El punto no es Venezuela, sino el mensaje que se envía: las reglas existen mientras no estorben.
- ¿Derecho internacional o ficción jurídica?
Este episodio deja una huella imborrable. Reactiva una pregunta incómoda que muchos juristas evitan: ¿el derecho internacional sigue siendo un sistema normativo efectivo o se ha convertido en una ficción a la que nos aferramos porque representa la última barrera frente al abuso absoluto del poder?

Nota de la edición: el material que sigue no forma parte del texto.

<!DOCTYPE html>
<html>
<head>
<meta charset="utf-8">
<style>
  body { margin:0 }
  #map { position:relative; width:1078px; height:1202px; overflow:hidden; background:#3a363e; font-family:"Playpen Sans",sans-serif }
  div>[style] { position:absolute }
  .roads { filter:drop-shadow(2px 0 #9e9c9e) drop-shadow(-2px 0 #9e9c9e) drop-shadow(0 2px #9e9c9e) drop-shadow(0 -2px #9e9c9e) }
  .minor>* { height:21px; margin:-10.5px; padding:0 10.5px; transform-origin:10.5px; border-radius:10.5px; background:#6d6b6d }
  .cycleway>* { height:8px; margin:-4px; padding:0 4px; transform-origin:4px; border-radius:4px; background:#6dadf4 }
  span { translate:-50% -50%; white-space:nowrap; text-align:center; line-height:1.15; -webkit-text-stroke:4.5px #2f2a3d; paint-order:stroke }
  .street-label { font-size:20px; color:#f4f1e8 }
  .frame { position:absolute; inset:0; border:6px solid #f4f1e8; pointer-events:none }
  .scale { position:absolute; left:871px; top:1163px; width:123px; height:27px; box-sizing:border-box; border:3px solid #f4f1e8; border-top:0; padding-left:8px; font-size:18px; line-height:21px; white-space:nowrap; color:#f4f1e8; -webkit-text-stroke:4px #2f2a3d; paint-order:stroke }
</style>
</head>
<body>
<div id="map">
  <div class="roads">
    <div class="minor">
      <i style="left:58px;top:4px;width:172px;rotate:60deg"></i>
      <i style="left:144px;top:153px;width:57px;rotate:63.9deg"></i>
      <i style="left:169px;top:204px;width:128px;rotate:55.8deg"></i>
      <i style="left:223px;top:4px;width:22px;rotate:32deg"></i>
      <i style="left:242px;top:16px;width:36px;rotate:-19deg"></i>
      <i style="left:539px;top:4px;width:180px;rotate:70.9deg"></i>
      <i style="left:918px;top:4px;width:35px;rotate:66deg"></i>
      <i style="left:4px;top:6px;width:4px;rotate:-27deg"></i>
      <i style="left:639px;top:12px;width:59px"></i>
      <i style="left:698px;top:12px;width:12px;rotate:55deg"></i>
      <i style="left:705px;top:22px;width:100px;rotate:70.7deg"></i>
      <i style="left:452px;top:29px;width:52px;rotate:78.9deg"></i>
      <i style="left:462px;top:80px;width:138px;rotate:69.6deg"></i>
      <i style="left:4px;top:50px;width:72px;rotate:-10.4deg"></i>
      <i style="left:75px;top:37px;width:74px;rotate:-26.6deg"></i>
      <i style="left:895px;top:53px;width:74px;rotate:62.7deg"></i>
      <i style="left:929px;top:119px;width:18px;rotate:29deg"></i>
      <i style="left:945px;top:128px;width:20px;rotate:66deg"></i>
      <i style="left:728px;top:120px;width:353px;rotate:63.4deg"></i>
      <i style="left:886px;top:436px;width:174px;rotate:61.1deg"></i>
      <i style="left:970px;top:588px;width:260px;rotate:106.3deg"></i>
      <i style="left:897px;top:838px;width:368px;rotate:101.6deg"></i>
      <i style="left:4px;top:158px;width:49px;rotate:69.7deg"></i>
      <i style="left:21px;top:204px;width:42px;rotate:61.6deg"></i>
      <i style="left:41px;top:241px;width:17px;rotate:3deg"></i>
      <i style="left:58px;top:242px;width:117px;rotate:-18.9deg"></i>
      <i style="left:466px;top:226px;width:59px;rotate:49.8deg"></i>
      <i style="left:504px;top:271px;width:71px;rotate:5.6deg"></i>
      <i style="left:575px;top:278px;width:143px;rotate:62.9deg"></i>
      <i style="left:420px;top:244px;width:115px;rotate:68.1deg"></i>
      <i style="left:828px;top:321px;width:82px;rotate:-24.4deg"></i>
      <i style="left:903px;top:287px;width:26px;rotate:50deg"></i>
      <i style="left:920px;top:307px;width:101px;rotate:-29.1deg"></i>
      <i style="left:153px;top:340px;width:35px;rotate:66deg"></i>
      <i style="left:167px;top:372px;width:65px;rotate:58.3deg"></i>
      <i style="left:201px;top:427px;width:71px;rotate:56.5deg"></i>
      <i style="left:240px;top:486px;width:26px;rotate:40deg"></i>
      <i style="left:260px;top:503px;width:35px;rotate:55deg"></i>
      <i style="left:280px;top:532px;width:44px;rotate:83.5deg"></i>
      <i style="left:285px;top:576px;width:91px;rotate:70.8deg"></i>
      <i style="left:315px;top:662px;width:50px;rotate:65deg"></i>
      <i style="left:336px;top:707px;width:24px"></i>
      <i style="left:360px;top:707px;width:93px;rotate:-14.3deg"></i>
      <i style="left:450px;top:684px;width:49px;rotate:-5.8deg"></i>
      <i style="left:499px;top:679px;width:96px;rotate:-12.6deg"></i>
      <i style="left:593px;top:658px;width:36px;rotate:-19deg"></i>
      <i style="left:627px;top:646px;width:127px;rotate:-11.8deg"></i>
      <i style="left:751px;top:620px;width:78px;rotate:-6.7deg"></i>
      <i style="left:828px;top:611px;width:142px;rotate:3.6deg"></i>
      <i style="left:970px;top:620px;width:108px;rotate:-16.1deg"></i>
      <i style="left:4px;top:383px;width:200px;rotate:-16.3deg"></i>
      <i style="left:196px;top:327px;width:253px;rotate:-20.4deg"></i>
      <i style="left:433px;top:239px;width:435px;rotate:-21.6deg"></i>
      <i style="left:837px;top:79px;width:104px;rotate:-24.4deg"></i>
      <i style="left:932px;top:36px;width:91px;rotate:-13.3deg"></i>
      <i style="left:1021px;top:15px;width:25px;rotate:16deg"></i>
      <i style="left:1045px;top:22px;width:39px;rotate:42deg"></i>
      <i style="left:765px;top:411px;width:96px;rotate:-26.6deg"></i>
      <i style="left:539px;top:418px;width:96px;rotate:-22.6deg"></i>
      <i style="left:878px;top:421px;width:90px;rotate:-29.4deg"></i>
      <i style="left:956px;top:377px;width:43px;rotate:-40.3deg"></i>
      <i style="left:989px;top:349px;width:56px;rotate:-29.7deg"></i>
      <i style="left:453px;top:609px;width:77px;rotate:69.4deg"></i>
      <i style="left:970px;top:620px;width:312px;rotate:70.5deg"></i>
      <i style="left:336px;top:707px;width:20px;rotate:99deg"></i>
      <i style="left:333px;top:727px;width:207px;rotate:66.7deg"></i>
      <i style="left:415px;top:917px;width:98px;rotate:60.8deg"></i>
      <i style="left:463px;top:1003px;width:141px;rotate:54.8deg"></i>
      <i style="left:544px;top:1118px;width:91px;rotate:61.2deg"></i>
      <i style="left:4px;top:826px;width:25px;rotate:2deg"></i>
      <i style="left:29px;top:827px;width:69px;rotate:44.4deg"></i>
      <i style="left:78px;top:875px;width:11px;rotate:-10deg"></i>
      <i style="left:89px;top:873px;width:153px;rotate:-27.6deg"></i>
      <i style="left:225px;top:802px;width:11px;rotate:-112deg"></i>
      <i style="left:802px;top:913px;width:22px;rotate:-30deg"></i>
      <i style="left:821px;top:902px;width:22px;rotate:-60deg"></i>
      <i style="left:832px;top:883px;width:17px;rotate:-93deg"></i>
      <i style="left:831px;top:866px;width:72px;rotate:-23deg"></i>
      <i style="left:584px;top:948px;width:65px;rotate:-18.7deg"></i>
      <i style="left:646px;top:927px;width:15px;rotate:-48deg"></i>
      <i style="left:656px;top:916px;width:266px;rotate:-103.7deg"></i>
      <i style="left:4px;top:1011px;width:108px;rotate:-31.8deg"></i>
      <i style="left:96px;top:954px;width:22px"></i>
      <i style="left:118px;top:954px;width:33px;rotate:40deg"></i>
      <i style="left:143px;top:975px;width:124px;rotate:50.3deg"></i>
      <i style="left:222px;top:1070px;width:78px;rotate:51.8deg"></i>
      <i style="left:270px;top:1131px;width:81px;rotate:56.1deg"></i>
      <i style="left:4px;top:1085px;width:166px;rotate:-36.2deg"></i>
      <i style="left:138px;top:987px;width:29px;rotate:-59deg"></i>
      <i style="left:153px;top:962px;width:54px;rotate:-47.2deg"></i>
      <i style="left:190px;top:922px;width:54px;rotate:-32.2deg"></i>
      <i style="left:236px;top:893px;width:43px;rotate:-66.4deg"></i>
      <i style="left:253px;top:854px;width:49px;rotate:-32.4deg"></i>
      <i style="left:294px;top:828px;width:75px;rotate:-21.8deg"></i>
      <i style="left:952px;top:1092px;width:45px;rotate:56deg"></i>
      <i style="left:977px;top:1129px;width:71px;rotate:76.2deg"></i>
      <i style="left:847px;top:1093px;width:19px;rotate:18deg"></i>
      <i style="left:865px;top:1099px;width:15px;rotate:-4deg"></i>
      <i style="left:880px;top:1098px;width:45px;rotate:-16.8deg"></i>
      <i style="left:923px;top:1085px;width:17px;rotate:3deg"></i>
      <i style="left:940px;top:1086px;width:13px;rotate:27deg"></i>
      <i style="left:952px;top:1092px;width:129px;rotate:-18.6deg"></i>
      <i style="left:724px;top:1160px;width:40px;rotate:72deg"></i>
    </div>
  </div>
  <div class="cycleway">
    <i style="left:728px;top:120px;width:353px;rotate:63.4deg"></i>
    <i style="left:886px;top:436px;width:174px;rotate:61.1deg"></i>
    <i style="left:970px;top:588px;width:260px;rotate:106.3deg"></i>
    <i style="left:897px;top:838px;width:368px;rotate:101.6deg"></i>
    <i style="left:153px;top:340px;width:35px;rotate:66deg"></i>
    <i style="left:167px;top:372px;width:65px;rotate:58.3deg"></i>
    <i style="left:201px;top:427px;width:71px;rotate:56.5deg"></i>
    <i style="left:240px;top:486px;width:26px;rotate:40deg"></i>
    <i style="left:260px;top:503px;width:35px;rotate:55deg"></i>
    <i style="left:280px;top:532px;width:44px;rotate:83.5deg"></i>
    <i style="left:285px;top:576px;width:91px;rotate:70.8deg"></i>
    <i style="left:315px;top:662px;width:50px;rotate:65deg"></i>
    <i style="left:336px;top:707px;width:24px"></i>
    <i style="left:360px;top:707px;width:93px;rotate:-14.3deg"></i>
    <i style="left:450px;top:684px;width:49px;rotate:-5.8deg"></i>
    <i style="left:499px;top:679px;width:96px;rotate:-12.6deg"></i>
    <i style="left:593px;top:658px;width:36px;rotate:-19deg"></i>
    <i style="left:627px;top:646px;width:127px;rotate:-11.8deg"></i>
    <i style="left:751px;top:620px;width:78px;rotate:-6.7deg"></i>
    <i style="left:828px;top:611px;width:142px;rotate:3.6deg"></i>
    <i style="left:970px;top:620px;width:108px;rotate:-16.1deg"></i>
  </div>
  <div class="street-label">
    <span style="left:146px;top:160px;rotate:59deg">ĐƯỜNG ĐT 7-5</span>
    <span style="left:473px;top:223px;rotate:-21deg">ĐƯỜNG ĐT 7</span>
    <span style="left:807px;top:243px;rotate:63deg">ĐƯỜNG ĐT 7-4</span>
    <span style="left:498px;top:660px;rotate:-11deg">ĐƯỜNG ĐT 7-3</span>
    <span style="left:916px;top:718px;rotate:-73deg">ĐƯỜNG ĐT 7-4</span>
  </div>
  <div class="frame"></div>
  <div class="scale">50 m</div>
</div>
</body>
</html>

Las normas existen, los tratados están firmados, pero las instituciones guardan silencio. El derecho observa, registra, pero no contiene. Juzga, pero no sanciona.
No estamos ante su muerte, pero sí ante su desgaste más peligroso: la pérdida de credibilidad.
- El costo invisible: cuando el derecho deja de protege
Cuando el derecho internacional falla, no solo incumple sus principios: debilita la protección de los derechos humanos y normaliza la excepcionalidad.
El mensaje es claro y perturbador: no importa la norma, importa quién puede ignorarla.
Ese es el daño estructural más grave, porque un sistema sin límites termina legitimando abusos futuros.
VII. El silencio que nos alcanza
La captura de Maduro no es solo un episodio geopolítico; es un punto de inflexión. Un recordatorio de que el derecho internacional es frágil y corruptible cuando se le tolera la excepción.
Hoy algunos celebran, otros callan y muchos observan. Mañana, cuando el mismo precedente se use contra otros Estados, ya no habrá sorpresa, solo resignación
Y ese es el mayor triunfo del poder sin límites: que el derecho deje de ser defensa y se convierta en decorado.
La pregunta final no es si la soberanía fue vulnerada, sino cuánto tiempo pasará antes de que la siguiente excepción vuelva a aparecer.